Table 4 Main EEG Findings: The Main Results are Divided for EEG Sleep Parameters Investigated
As shown in Table 3, two studies examined the sleep EEG variables through visual scoring. Schenck et al40 focused on “delta-wave clusters” and “delta-wave build-up.” Besides these two activities, Pilon and colleagues35 also evaluated the HSD.
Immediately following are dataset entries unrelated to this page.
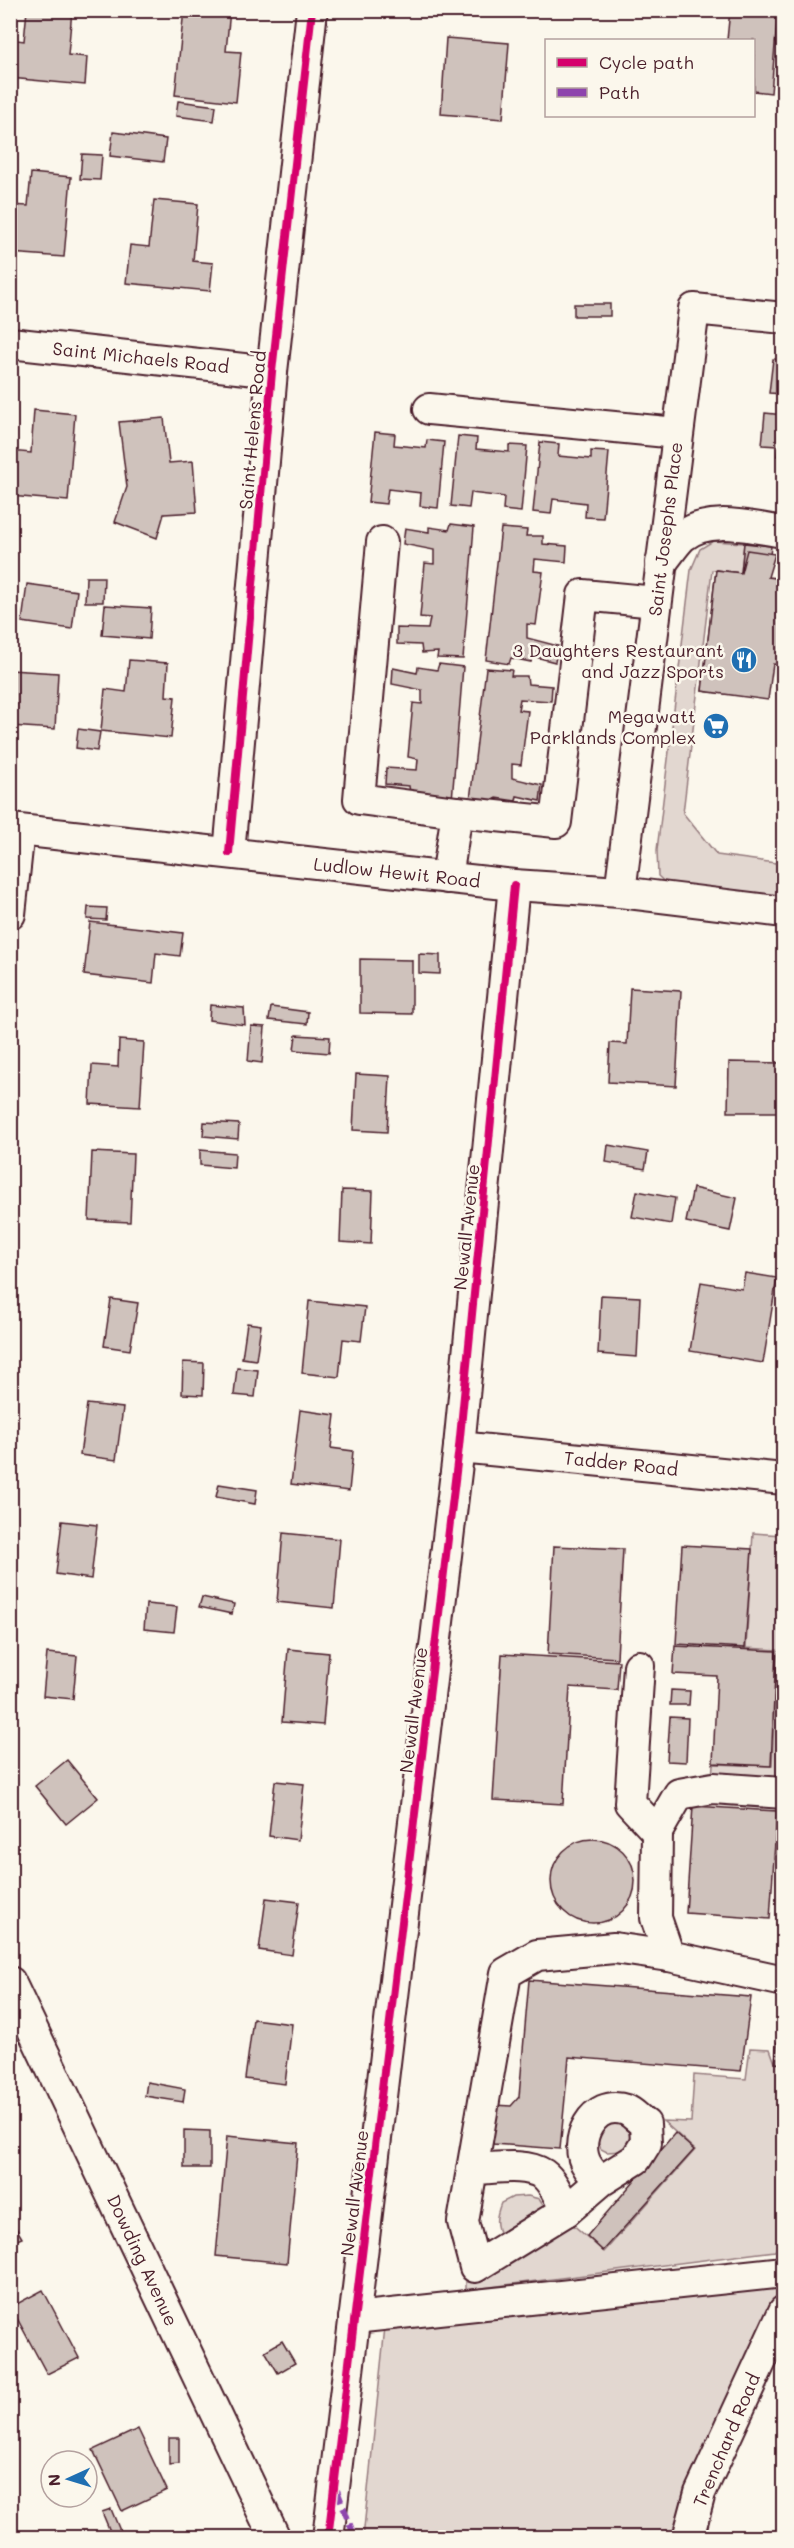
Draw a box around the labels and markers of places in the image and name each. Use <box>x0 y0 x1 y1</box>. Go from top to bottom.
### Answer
place label: 3 Daughters Restaurant and Jazz Sports <box>513 638 724 683</box>
restaurant icon: 3 Daughters Restaurant and Jazz Sports <box>729 645 759 675</box>
place label: Megawatt Parklands Complex <box>530 704 696 749</box>
supermarket icon: Megawatt Parklands Complex <box>701 711 731 741</box>

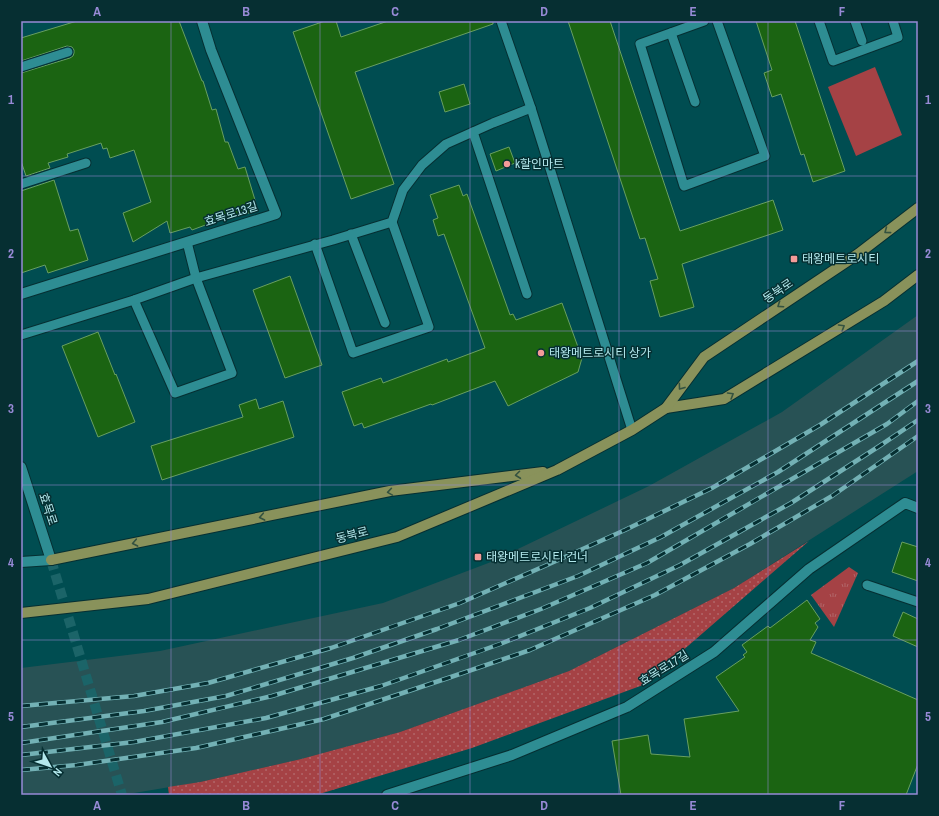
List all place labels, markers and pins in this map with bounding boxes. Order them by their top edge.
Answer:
place label: k할인마트 [515,156,564,172]
marker: k할인마트 [502,159,512,169]
place label: 태왕메트로시티 [802,251,879,267]
marker: 태왕메트로시티 [789,254,799,264]
place label: 태왕메트로시티 상가 [549,345,651,361]
marker: 태왕메트로시티 상가 [536,348,546,358]
place label: 태왕메트로시티 건너 [486,549,588,565]
marker: 태왕메트로시티 건너 [473,552,483,562]

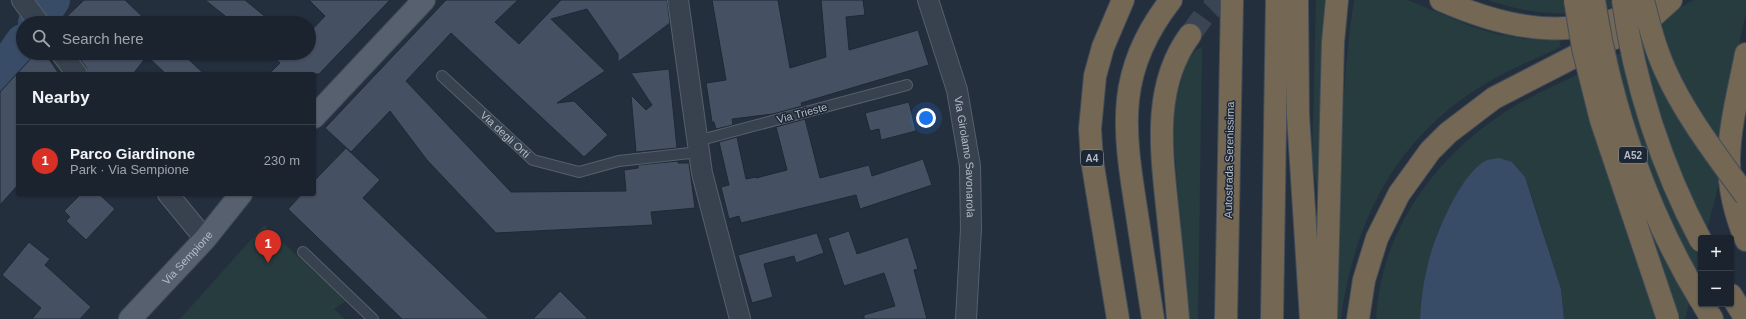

Schenck et al40 compared two consecutive epochs of BEp and non-behavioral arousals (NBEp). The scoring criteria of the NBEp are the following: “any increase in electromyography (EMG) on any channel, which is accompanied by a change in pattern on any additional channel.”46 The authors observed no differences between 0–10 seconds and 11–30 seconds in delta-wave build-up and cluster, assessed at C3 before BEp and NBEp. Moreover, the authors found a low presence of delta-wave build-up and cluster before BEp and NBEp.
Pilon et al35 found similar results during baseline and recovery nights for any considered channels (F3, C3, P3, T3, O1).
The main findings were observed in the time spent in HSD during the 5 minutes preceding the BEp.35 Indeed, the HSD’s presence in the frontal and central derivations was significantly higher during recovery than in the baseline night, but it was distributed equally during the 5-minute timeline.35
On the other hand, the proportions of HSD occurring during the last 10 seconds (0–10 seconds) and the last 30 seconds (0–30 seconds) were not different between baseline and recovery nights on any leads.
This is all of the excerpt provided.